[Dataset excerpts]
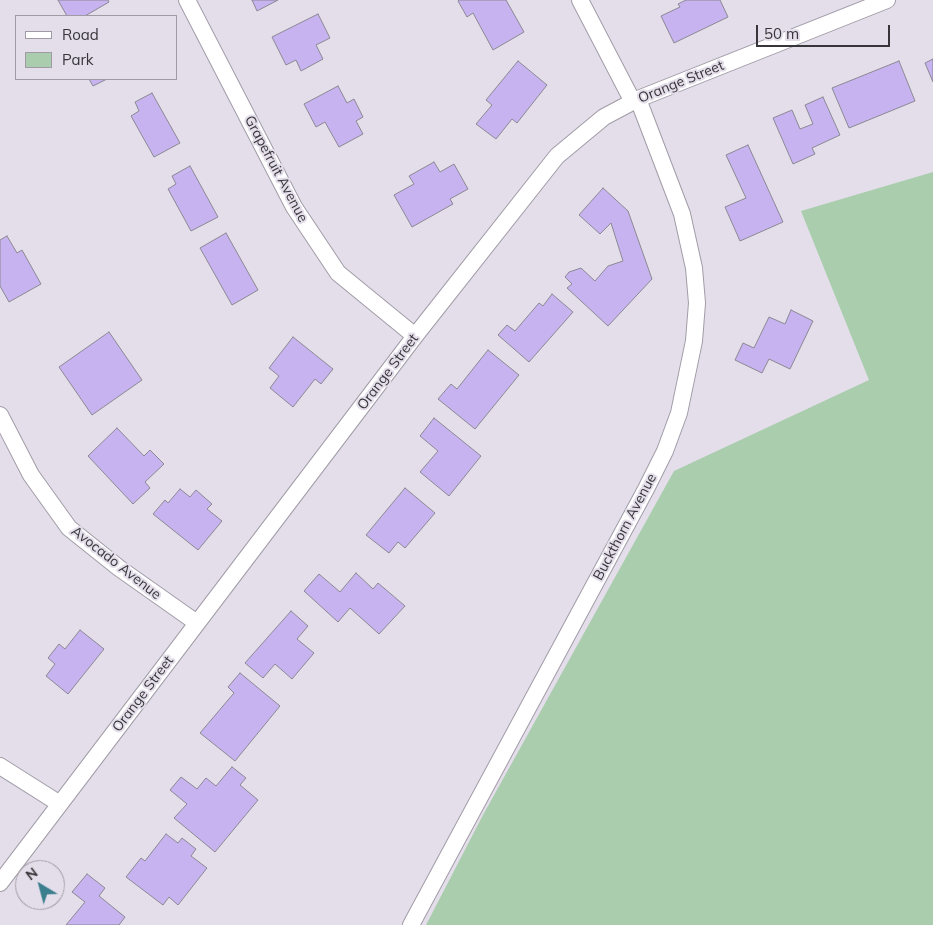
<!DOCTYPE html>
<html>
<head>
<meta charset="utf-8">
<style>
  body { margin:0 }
  #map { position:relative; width:933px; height:925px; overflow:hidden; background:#e4deea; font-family:Mulish,sans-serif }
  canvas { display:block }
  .legend { position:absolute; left:15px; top:15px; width:162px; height:65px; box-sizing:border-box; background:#e4deea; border:1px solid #9f9aa3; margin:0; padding:6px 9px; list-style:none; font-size:15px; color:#373539 }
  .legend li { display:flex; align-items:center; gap:10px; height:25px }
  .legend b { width:25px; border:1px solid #9f9aa3 }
  .north { position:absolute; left:15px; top:860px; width:50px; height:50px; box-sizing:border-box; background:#e4deea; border:1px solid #9f9aa3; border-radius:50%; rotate:323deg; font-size:14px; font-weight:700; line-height:20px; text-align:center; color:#373539 }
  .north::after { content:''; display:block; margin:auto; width:18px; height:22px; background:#3b7f8e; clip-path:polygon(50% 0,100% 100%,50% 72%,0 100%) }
  .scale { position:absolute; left:756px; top:25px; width:134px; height:22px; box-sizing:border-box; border:2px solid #373539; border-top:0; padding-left:6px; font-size:15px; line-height:18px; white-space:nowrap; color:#373539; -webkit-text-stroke:4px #e4deea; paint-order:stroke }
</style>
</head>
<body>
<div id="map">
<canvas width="933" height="925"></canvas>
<ul class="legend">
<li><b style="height:6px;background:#fff"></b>Road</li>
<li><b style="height:14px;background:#a9cdad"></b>Park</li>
</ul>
<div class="north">N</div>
<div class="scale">50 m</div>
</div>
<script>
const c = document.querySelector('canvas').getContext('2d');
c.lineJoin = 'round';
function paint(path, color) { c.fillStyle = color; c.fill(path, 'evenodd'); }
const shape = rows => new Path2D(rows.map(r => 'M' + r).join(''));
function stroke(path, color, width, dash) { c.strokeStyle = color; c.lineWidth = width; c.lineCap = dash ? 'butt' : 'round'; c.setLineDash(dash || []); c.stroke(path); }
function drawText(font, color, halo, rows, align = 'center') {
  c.font = font + ' Mulish,sans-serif'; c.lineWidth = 4; c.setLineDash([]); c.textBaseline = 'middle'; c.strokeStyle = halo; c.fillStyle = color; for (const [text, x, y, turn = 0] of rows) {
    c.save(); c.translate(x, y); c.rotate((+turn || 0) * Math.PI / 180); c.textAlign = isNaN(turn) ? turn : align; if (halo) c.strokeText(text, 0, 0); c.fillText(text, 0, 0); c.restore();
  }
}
const green = shape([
  [933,172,933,925,426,925,483,815,674,471,869,380,801,211]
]);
const building = shape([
  [58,0,108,0,109,2,85,16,67,16,58,0],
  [252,0,278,0,257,11,252,0],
  [459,0,506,0,524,32,493,50,473,13,467,17,458,1,459,0],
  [686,0,720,0,728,17,674,43,661,16,680,7,678,4,686,0],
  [318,14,330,38,316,45,323,59,301,71,296,60,286,65,272,37,318,14],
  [933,59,933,82,925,63,933,59],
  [518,61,547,85,517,123,512,119,496,139,476,124,492,105,486,100,518,61],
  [899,61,915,101,849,128,832,88,899,61],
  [89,79,107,79,93,86,89,79],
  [338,86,347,103,354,99,363,117,356,121,363,134,339,147,325,122,316,127,304,104,338,86],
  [152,93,180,143,154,157,131,116,139,111,135,102,152,93],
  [823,97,840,135,812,148,815,154,793,164,773,118,792,110,800,129,813,124,805,105,823,97],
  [748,145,783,222,740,241,725,207,746,198,726,155,748,145],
  [434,162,440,172,454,164,468,189,450,199,453,204,412,227,394,195,414,184,409,176,434,162],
  [190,166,218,217,191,231,168,189,176,184,172,176,190,166],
  [603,188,628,211,652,279,608,326,567,288,572,284,565,277,569,272,581,268,595,281,608,266,623,261,611,223,600,234,579,215,603,188],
  [226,233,258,290,232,305,200,248,226,233],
  [7,236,17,253,22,250,41,284,9,302,0,286,0,240,7,236],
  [552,294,573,312,529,362,498,335,507,325,515,331,539,303,543,306,552,294],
  [791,310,813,321,790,369,769,359,762,373,735,360,743,343,754,348,769,317,785,324,791,310],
  [109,332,142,380,92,415,59,367,109,332],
  [293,337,333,369,321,384,315,379,293,407,270,388,279,376,269,368,293,337],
  [488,350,519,375,475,429,438,399,451,384,457,389,488,350],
  [434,418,481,456,449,496,420,472,438,451,420,436,434,418],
  [117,428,144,456,150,450,164,464,145,482,150,488,133,504,88,456,117,428],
  [405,488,435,513,405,548,398,542,389,553,366,535,405,488],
  [180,489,190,497,196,490,212,504,207,509,222,521,198,550,153,514,165,500,168,503,180,489],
  [356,573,373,589,378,583,405,606,379,634,350,608,338,622,304,591,319,574,340,592,356,573],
  [291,611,308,626,297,639,314,653,292,679,275,664,263,678,245,663,291,611],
  [80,630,104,649,68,694,46,676,55,664,48,658,59,644,65,649,80,630],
  [240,673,280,706,235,761,200,733,234,693,228,687,240,673],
  [232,767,246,778,240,785,258,800,215,852,174,818,187,804,170,790,181,777,197,789,206,778,216,786,232,767],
  [166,834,178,843,182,838,196,849,191,856,207,868,178,905,169,897,163,905,126,877,141,858,145,861,166,834],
  [87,874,105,888,99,896,125,917,119,925,66,925,85,902,72,892,87,874]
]);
const minor = shape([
  [187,0,294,207,338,273,415,336],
  [580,0,633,102],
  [0,415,31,475,69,528,119,568,197,623],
  [0,766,60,804],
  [0,883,415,336,557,156,604,117,638,99,887,0],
  [411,925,646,489,665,451,679,413,694,341,697,303,694,268,682,214,638,99]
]);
const streetNames = [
  ["Orange Street",681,82,-22],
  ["Grapefruit Avenue",276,169,62],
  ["Orange Street",388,372,-53],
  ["Buckthorn Avenue",625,527,-62],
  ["Avocado Avenue",116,563,38],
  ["Orange Street",143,694,-53]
];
paint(green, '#a9cdad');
paint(building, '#c6b3ef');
stroke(building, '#8b8893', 1);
stroke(minor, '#a19ca7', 18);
stroke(minor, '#fff', 16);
drawText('14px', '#373539', '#e4deea', streetNames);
</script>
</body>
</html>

The problem - Bring together all lines in the records where the word "lineWidth" is found.

Exercise answer -
function stroke(path, color, width, dash) { c.strokeStyle = color; c.lineWidth = width; c.lineCap = dash ? 'butt' : 'round'; c.setLineDash(dash || []); c.stroke(path); }
  c.font = font + ' Mulish,sans-serif'; c.lineWidth = 4; c.setLineDash([]); c.textBaseline = 'middle'; c.strokeStyle = halo; c.fillStyle = color; for (const [text, x, y, turn = 0] of rows) {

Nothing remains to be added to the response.